Segment Open
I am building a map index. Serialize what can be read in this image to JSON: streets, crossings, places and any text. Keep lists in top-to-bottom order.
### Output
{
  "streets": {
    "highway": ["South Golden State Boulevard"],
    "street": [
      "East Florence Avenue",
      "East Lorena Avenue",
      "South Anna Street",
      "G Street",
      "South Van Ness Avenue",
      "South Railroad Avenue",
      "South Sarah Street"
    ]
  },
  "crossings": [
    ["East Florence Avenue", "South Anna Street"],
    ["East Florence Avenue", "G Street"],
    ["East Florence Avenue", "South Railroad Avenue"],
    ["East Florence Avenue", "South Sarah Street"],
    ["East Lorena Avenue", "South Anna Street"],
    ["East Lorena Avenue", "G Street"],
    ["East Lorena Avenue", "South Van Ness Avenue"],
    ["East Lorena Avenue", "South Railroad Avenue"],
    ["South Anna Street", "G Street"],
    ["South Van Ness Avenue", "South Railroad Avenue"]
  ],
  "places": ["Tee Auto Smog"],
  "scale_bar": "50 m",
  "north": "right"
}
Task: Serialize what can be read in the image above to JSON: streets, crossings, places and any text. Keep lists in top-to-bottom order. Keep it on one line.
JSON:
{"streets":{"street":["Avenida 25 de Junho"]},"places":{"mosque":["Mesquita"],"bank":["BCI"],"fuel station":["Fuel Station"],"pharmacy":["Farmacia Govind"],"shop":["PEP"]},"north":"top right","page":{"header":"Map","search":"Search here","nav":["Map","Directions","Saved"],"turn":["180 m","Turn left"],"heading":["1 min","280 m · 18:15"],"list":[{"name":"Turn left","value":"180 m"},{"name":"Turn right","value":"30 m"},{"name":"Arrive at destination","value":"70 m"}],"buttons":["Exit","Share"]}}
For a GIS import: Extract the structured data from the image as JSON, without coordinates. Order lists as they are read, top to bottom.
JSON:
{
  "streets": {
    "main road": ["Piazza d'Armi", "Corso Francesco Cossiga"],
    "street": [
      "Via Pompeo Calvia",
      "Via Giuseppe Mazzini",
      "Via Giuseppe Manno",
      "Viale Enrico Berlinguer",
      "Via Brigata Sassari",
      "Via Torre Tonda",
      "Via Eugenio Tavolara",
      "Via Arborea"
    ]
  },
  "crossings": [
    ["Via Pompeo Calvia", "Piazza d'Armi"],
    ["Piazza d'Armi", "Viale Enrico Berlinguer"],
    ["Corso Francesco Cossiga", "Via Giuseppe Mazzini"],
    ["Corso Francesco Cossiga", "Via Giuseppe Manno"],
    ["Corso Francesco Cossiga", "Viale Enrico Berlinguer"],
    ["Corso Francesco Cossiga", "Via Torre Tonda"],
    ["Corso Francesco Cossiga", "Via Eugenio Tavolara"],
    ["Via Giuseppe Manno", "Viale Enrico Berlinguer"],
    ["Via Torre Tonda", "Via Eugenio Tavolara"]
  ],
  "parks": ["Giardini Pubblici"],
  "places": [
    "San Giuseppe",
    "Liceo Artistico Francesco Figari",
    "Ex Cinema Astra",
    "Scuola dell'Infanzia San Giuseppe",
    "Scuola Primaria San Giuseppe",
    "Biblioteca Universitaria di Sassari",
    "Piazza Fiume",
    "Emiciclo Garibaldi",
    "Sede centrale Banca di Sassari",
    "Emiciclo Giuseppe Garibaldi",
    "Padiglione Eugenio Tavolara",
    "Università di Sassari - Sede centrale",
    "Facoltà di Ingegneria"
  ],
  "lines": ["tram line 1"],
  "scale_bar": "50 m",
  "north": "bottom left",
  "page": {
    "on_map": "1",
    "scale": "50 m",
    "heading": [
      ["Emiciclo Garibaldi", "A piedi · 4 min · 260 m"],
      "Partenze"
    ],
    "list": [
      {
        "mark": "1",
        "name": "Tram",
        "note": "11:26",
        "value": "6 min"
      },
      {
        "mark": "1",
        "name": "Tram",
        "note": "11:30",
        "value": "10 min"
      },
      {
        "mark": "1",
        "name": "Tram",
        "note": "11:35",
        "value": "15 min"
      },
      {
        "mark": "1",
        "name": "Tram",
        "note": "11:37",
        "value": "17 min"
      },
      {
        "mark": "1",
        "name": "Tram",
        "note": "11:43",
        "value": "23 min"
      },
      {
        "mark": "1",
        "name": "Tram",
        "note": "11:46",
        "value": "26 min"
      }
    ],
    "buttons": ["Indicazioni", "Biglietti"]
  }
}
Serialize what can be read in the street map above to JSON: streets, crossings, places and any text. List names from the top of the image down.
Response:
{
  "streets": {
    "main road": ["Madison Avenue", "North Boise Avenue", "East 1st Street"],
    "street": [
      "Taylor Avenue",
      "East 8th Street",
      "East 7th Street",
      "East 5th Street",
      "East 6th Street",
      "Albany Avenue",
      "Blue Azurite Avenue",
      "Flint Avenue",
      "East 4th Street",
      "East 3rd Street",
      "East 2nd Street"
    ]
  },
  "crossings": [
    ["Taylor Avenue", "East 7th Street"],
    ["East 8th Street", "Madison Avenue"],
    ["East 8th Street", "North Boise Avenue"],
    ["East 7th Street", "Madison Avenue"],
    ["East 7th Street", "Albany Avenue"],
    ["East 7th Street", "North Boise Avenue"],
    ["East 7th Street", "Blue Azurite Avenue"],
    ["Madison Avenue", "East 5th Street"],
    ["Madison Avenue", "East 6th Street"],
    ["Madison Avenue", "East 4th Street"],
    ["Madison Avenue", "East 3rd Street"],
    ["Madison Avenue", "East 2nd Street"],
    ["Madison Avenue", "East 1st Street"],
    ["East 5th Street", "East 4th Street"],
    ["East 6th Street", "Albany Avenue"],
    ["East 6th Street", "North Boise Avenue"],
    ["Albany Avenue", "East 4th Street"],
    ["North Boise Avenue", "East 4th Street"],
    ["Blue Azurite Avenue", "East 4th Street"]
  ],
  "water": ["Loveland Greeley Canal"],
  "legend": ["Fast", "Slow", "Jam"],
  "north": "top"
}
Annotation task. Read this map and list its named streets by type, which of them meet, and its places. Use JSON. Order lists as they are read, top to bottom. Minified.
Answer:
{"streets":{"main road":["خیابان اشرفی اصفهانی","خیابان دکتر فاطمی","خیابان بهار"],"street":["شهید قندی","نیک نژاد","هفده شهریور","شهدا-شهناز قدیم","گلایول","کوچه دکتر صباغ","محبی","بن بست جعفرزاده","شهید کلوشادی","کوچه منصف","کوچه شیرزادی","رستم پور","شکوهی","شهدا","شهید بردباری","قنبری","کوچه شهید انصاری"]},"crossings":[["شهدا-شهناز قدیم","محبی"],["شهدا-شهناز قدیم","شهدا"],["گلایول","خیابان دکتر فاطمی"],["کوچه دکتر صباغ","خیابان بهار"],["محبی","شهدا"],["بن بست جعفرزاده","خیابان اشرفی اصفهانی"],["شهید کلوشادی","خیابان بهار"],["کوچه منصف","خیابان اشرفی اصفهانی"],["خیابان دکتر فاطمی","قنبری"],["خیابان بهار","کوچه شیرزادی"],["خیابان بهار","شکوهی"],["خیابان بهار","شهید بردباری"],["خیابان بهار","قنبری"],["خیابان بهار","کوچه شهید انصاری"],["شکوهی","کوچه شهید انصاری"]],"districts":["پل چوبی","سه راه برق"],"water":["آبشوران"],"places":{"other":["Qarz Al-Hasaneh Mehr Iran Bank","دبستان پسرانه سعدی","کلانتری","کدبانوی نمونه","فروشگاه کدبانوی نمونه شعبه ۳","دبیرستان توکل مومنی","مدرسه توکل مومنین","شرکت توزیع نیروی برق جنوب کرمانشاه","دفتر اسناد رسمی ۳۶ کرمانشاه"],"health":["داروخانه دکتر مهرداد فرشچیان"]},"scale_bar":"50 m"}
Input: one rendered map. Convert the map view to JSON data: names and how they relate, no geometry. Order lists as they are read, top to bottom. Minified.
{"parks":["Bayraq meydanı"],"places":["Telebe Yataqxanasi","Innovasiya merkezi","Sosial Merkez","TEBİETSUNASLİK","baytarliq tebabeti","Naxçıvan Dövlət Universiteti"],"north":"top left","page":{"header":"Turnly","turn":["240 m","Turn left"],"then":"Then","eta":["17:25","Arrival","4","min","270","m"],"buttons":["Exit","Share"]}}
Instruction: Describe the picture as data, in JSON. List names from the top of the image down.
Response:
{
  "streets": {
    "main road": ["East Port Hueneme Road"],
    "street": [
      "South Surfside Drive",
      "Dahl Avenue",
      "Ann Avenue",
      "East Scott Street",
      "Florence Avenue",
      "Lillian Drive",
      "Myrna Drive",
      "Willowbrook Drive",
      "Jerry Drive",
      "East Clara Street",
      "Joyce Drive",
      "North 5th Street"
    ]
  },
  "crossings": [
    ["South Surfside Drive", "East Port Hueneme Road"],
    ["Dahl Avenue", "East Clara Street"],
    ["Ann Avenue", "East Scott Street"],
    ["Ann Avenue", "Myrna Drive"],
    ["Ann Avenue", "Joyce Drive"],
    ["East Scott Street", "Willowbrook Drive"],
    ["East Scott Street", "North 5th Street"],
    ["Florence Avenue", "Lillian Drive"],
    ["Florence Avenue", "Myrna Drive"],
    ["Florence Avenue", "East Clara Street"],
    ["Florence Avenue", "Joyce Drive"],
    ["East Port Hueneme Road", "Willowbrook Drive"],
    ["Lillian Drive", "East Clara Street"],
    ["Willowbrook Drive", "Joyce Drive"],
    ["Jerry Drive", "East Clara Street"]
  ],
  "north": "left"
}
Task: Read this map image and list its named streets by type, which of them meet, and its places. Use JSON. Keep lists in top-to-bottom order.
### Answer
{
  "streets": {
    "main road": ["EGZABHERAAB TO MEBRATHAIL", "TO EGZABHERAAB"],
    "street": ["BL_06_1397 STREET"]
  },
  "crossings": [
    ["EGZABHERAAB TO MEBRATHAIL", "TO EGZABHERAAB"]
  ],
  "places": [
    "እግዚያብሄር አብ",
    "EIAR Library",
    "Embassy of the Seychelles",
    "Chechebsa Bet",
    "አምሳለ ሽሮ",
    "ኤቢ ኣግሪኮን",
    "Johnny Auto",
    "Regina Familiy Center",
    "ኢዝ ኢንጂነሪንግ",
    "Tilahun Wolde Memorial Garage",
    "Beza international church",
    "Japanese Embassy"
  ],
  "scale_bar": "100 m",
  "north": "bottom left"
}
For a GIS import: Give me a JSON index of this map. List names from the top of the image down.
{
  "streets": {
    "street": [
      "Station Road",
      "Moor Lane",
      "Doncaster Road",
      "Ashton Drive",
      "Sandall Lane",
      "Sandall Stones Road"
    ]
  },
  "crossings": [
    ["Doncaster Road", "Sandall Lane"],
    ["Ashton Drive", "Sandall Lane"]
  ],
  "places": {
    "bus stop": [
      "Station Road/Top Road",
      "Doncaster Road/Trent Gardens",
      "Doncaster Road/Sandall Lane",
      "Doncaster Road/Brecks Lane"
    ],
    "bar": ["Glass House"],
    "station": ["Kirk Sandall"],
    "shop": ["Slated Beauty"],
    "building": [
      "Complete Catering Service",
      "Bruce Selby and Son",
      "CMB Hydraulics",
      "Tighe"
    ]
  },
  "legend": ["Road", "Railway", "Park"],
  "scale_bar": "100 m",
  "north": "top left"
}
Segment Closed
__WHAT THE TASK ASKS__.
The answer should hold exactly the lines running from the one with "Task: Read this" to the final line of the data, both ends counted.

__SOLUTION TO THIS EXERCISE__.
Task: Read this map image and list its named streets by type, which of them meet, and its places. Use JSON. Keep lists in top-to-bottom order.
### Answer
{
  "streets": {
    "main road": ["EGZABHERAAB TO MEBRATHAIL", "TO EGZABHERAAB"],
    "street": ["BL_06_1397 STREET"]
  },
  "crossings": [
    ["EGZABHERAAB TO MEBRATHAIL", "TO EGZABHERAAB"]
  ],
  "places": [
    "እግዚያብሄር አብ",
    "EIAR Library",
    "Embassy of the Seychelles",
    "Chechebsa Bet",
    "አምሳለ ሽሮ",
    "ኤቢ ኣግሪኮን",
    "Johnny Auto",
    "Regina Familiy Center",
    "ኢዝ ኢንጂነሪንግ",
    "Tilahun Wolde Memorial Garage",
    "Beza international church",
    "Japanese Embassy"
  ],
  "scale_bar": "100 m",
  "north": "bottom left"
}
For a GIS import: Give me a JSON index of this map. List names from the top of the image down.
{
  "streets": {
    "street": [
      "Station Road",
      "Moor Lane",
      "Doncaster Road",
      "Ashton Drive",
      "Sandall Lane",
      "Sandall Stones Road"
    ]
  },
  "crossings": [
    ["Doncaster Road", "Sandall Lane"],
    ["Ashton Drive", "Sandall Lane"]
  ],
  "places": {
    "bus stop": [
      "Station Road/Top Road",
      "Doncaster Road/Trent Gardens",
      "Doncaster Road/Sandall Lane",
      "Doncaster Road/Brecks Lane"
    ],
    "bar": ["Glass House"],
    "station": ["Kirk Sandall"],
    "shop": ["Slated Beauty"],
    "building": [
      "Complete Catering Service",
      "Bruce Selby and Son",
      "CMB Hydraulics",
      "Tighe"
    ]
  },
  "legend": ["Road", "Railway", "Park"],
  "scale_bar": "100 m",
  "north": "top left"
}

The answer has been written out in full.